However Beaumont also shows the idea of romantic marriages, when Belle saves the Beast she says it is because she can not bear the thought of living without him (Griswold 49). Belle marries the Beast, and he turns back into a man. Belle saying she would not be able to live shows that she was romantically entangled with Beast, and cared so much about him she could not bear the thought of living without him. Beaumont challenged the ways of the traditional arranged marriage in some aspects of her story by creating romantic entanglements between Belle and the Beast but staying in confides of society by showing traditional courting through dinners and marriage. Beaumont displayed the expected role of women in society, to be in an arranged marriage created by men, whether father or suitor.

Villeneuve’s version differs from the balance of Beaumont’s tale between the arranged and romantic marriage debate of the era. Instead, in Villeneuve’s telling she focuses on the role of women depending on their class order. After Belle saves the Beast and he transforms back into a prince, “she is ready to sacrifice herself again by giving up her claim to him because she is merely bourgeois while he is a true nobleman” (Zipes 788). Belle did not believe she was worthy of marrying someone with such higher social status but when she finds out she is actually the daughter of a king, marrying him is proper again.
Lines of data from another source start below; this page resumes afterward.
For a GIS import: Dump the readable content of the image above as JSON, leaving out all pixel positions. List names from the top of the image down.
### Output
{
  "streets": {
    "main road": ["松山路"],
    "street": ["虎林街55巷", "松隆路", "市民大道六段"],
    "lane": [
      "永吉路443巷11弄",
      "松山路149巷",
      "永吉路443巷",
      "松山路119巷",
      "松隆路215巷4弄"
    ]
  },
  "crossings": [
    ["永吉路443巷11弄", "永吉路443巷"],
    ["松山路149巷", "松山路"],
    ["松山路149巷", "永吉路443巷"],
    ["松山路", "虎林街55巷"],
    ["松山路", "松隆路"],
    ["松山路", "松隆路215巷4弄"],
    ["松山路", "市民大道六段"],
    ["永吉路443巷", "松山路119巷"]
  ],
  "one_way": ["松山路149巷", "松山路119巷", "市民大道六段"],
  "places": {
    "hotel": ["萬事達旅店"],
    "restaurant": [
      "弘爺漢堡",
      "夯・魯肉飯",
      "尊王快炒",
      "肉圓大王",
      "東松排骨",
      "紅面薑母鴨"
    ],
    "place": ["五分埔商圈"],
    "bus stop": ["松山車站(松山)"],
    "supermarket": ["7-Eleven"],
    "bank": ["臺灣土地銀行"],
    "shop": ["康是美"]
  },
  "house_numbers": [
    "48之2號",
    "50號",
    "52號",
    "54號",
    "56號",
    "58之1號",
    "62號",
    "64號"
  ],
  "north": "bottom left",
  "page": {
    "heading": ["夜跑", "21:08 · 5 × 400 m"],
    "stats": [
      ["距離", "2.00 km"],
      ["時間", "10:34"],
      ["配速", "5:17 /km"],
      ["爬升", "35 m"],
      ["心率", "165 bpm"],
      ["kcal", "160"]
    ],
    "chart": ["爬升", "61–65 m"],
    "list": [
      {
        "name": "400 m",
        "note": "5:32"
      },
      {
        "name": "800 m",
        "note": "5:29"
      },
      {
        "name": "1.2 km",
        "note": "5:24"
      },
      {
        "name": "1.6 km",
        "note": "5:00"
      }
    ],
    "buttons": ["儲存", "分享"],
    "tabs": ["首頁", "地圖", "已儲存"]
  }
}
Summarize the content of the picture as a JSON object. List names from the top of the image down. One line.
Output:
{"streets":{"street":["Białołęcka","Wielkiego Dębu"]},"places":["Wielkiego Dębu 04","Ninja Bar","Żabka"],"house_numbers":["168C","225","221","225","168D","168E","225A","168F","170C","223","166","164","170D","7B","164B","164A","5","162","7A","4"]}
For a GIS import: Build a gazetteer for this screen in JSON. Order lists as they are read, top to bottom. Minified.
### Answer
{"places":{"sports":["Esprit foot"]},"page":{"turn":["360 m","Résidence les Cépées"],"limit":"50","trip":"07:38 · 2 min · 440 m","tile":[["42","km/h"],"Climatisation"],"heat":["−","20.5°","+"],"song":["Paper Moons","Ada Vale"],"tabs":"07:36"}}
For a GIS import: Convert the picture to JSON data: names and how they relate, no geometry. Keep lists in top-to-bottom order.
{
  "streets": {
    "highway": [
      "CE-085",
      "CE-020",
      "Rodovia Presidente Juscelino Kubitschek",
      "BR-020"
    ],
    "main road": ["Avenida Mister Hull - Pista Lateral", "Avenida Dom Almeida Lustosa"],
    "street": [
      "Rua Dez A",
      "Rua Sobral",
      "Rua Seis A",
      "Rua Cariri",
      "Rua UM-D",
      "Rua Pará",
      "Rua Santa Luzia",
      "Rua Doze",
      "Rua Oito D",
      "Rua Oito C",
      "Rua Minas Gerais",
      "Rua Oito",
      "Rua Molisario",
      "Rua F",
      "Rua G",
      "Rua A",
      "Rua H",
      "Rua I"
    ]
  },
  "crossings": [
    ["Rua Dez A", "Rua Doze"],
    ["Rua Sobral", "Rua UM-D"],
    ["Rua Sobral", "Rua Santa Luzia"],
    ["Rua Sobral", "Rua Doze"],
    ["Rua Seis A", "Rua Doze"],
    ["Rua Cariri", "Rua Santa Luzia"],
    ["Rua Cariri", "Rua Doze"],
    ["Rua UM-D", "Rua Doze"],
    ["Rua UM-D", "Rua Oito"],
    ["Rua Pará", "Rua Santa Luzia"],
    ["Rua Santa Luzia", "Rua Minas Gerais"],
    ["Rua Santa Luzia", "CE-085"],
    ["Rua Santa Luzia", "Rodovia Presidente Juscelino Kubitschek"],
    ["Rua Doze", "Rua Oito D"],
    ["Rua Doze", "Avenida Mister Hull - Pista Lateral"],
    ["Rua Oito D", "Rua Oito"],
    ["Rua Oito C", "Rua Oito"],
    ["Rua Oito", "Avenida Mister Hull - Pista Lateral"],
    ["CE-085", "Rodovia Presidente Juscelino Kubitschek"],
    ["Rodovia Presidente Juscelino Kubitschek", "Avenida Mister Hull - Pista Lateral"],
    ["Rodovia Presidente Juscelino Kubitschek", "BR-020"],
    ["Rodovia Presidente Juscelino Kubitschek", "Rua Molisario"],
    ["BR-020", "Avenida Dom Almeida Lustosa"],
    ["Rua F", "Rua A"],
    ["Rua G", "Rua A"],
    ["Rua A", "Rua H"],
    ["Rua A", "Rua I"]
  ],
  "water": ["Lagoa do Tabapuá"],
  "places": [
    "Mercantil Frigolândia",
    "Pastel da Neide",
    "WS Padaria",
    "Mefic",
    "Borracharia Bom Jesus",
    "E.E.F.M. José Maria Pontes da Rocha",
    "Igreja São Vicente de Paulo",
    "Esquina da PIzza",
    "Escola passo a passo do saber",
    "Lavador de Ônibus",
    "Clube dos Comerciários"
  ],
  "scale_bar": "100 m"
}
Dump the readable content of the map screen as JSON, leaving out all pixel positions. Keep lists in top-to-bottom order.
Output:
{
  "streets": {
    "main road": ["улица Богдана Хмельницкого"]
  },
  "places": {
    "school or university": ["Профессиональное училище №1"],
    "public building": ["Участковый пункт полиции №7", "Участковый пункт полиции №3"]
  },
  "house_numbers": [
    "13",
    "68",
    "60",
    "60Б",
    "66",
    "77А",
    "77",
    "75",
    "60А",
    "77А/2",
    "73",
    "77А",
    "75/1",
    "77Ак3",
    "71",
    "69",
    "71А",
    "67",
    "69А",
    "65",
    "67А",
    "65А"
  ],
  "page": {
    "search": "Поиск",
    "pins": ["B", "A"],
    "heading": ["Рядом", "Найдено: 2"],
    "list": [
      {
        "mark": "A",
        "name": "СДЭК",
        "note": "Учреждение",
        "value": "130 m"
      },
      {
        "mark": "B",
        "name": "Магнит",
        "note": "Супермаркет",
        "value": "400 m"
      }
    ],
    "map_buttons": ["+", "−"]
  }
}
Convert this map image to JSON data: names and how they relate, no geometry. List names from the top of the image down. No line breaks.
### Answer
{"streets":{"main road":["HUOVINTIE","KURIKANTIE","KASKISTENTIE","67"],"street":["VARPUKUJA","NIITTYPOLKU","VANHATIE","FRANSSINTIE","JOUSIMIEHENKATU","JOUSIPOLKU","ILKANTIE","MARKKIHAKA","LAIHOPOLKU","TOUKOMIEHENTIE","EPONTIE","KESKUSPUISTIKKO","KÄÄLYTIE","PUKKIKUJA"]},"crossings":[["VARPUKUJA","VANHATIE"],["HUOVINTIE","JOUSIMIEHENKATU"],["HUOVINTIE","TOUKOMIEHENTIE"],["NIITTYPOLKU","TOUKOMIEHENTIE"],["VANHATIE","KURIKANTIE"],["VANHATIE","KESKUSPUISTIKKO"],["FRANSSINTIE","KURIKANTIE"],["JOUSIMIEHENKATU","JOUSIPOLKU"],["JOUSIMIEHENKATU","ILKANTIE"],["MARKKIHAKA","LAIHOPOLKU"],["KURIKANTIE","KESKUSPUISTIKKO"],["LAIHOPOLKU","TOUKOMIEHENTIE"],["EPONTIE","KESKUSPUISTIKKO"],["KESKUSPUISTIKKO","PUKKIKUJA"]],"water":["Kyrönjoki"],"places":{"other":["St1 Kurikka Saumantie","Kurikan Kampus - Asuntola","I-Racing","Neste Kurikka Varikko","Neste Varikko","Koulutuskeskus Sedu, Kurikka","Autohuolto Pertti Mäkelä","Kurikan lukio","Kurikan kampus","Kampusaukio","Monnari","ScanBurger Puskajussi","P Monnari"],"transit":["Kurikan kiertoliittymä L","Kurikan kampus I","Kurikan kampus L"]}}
This goes to shows that women were expected to marry men of their same social status through arranged marriages. Villeneuve’s storytelling depicts the role of women in society as also being dependent on the social class of your father, who would place you in an arranged marriage.

These tales of Beaumont and Villeneuve were circulated throughout Europe, eventually translated to English and brought over to America. The tale became an even bigger hit when Walt Disney Studios, made the fairytale into an animated film in 1991, and then 26 years later in 2017 as a live-action film that reflected the 20th and 21st century feminist ideals of women in society.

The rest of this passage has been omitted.